Saved data entries
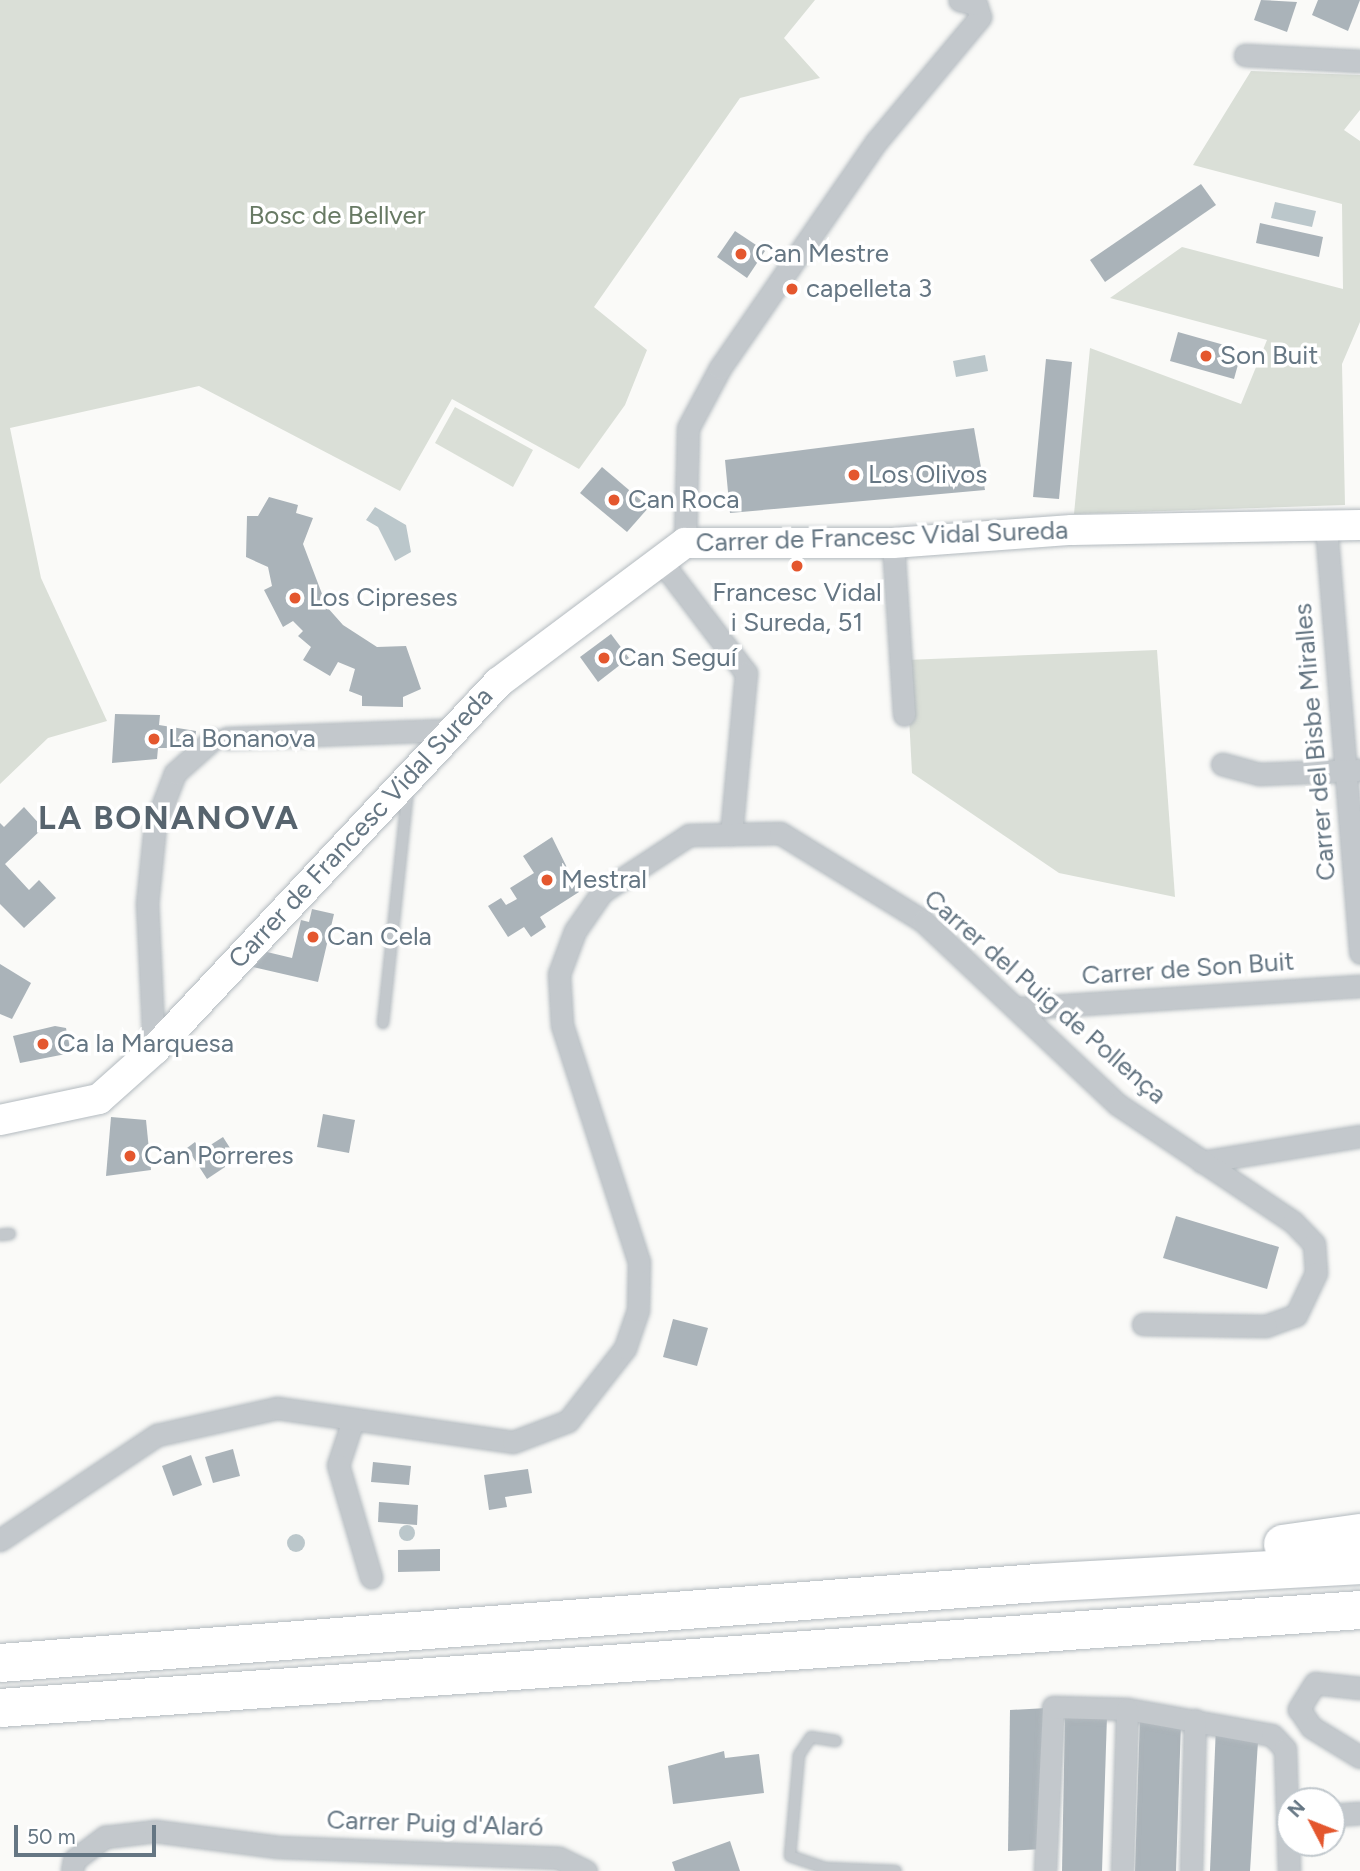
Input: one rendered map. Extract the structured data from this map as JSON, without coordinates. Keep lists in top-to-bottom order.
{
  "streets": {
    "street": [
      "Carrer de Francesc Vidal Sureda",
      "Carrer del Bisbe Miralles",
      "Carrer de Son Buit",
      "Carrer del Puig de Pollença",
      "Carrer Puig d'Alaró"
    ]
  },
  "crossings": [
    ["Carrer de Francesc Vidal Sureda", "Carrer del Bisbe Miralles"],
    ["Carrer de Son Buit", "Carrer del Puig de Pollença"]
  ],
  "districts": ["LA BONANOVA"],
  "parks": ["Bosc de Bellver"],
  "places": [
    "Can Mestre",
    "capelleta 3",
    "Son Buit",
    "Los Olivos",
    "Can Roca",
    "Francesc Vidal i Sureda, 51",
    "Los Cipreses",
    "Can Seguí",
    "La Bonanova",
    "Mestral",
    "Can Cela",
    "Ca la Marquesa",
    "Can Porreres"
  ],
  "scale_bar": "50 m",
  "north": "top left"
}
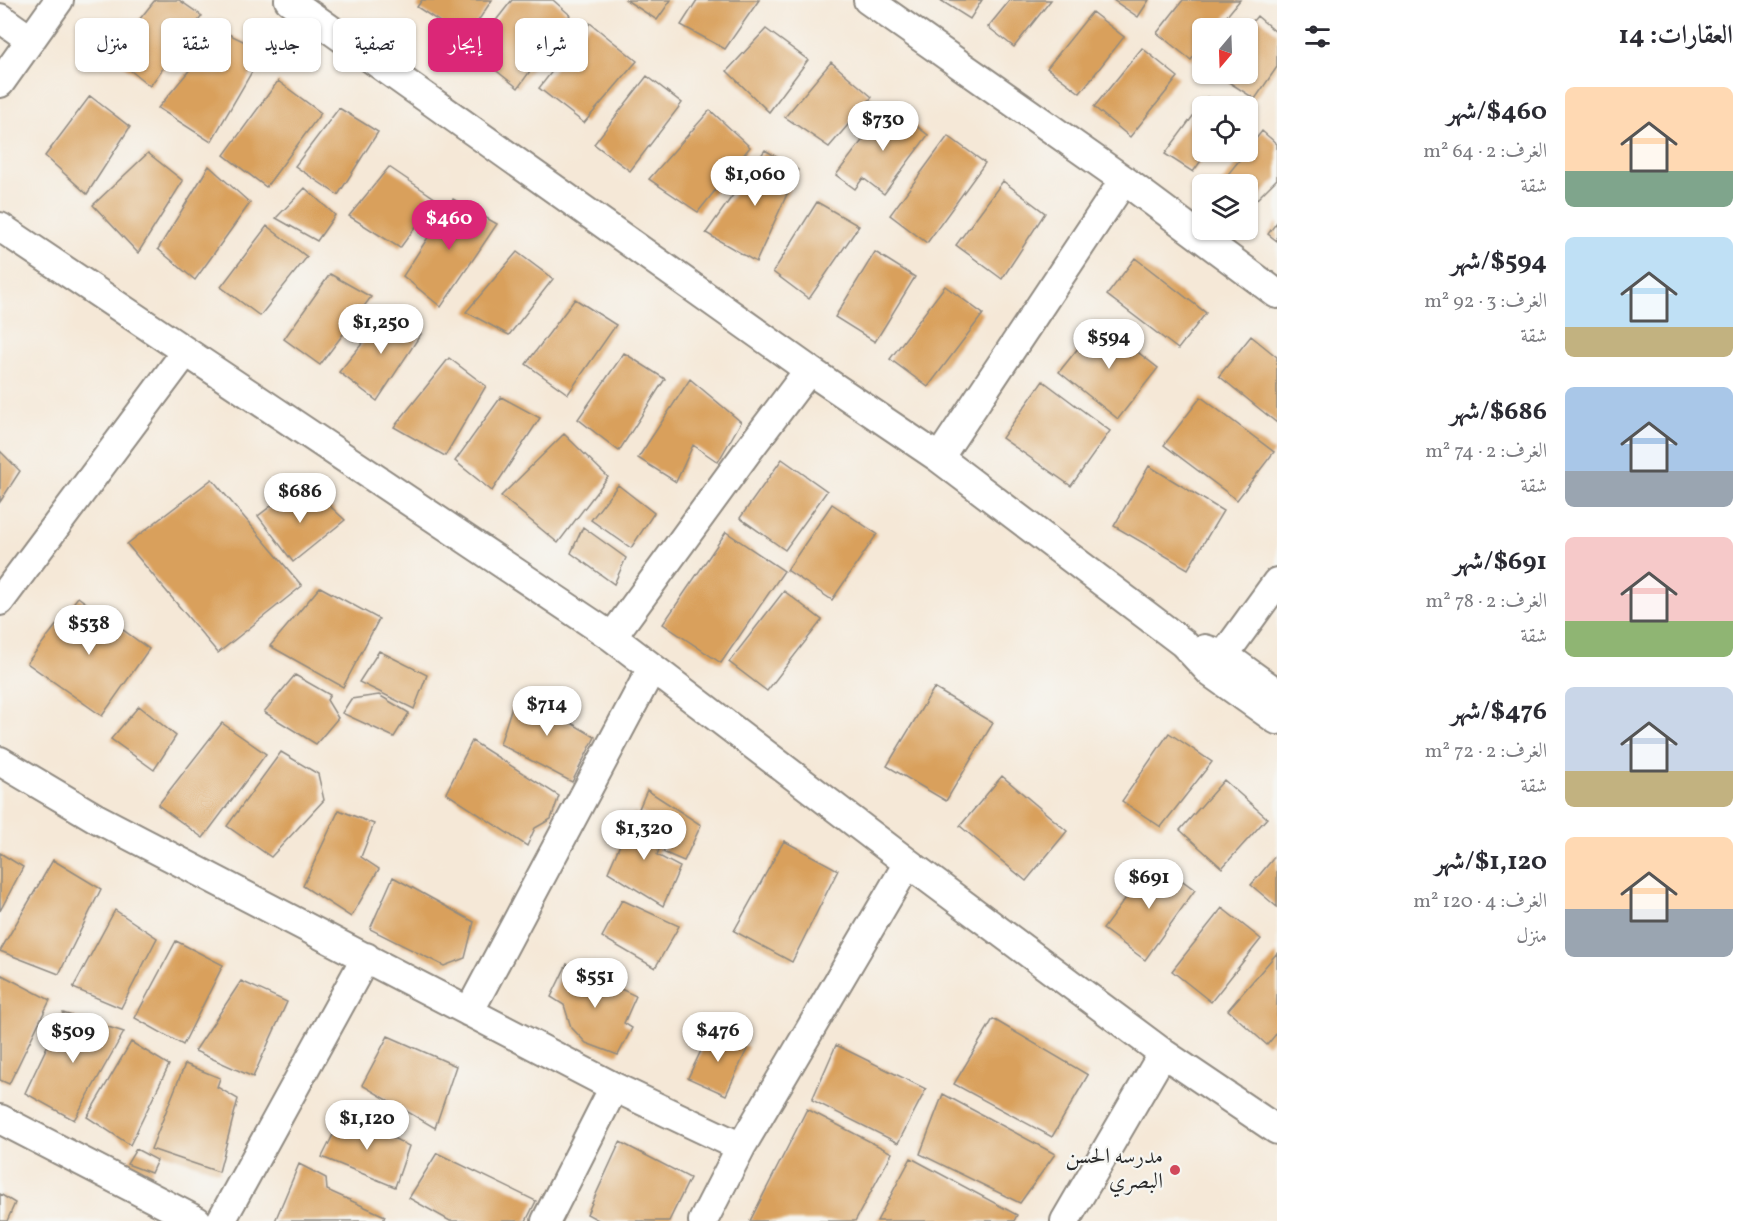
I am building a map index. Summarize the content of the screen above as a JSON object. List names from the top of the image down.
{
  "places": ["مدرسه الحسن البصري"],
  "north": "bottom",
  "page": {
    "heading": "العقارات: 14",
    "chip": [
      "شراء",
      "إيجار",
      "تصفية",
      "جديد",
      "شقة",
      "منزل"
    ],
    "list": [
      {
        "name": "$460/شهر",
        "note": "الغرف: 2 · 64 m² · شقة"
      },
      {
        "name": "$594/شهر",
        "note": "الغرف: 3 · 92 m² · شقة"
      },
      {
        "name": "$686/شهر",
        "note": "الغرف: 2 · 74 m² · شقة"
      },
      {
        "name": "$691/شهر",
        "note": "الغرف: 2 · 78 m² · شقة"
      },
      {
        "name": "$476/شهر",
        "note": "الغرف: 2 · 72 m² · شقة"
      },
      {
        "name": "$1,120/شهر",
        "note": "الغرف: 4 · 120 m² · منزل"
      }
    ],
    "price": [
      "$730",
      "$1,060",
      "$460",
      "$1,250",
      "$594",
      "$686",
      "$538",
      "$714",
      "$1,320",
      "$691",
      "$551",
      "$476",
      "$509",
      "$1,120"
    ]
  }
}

* Exercise
Without including any pictures, copy every line above exactly.

* Problem solution
Input: one rendered map. Extract the structured data from this map as JSON, without coordinates. Keep lists in top-to-bottom order.
{
  "streets": {
    "street": [
      "Carrer de Francesc Vidal Sureda",
      "Carrer del Bisbe Miralles",
      "Carrer de Son Buit",
      "Carrer del Puig de Pollença",
      "Carrer Puig d'Alaró"
    ]
  },
  "crossings": [
    ["Carrer de Francesc Vidal Sureda", "Carrer del Bisbe Miralles"],
    ["Carrer de Son Buit", "Carrer del Puig de Pollença"]
  ],
  "districts": ["LA BONANOVA"],
  "parks": ["Bosc de Bellver"],
  "places": [
    "Can Mestre",
    "capelleta 3",
    "Son Buit",
    "Los Olivos",
    "Can Roca",
    "Francesc Vidal i Sureda, 51",
    "Los Cipreses",
    "Can Seguí",
    "La Bonanova",
    "Mestral",
    "Can Cela",
    "Ca la Marquesa",
    "Can Porreres"
  ],
  "scale_bar": "50 m",
  "north": "top left"
}
I am building a map index. Summarize the content of the screen above as a JSON object. List names from the top of the image down.
{
  "places": ["مدرسه الحسن البصري"],
  "north": "bottom",
  "page": {
    "heading": "العقارات: 14",
    "chip": [
      "شراء",
      "إيجار",
      "تصفية",
      "جديد",
      "شقة",
      "منزل"
    ],
    "list": [
      {
        "name": "$460/شهر",
        "note": "الغرف: 2 · 64 m² · شقة"
      },
      {
        "name": "$594/شهر",
        "note": "الغرف: 3 · 92 m² · شقة"
      },
      {
        "name": "$686/شهر",
        "note": "الغرف: 2 · 74 m² · شقة"
      },
      {
        "name": "$691/شهر",
        "note": "الغرف: 2 · 78 m² · شقة"
      },
      {
        "name": "$476/شهر",
        "note": "الغرف: 2 · 72 m² · شقة"
      },
      {
        "name": "$1,120/شهر",
        "note": "الغرف: 4 · 120 m² · منزل"
      }
    ],
    "price": [
      "$730",
      "$1,060",
      "$460",
      "$1,250",
      "$594",
      "$686",
      "$538",
      "$714",
      "$1,320",
      "$691",
      "$551",
      "$476",
      "$509",
      "$1,120"
    ]
  }
}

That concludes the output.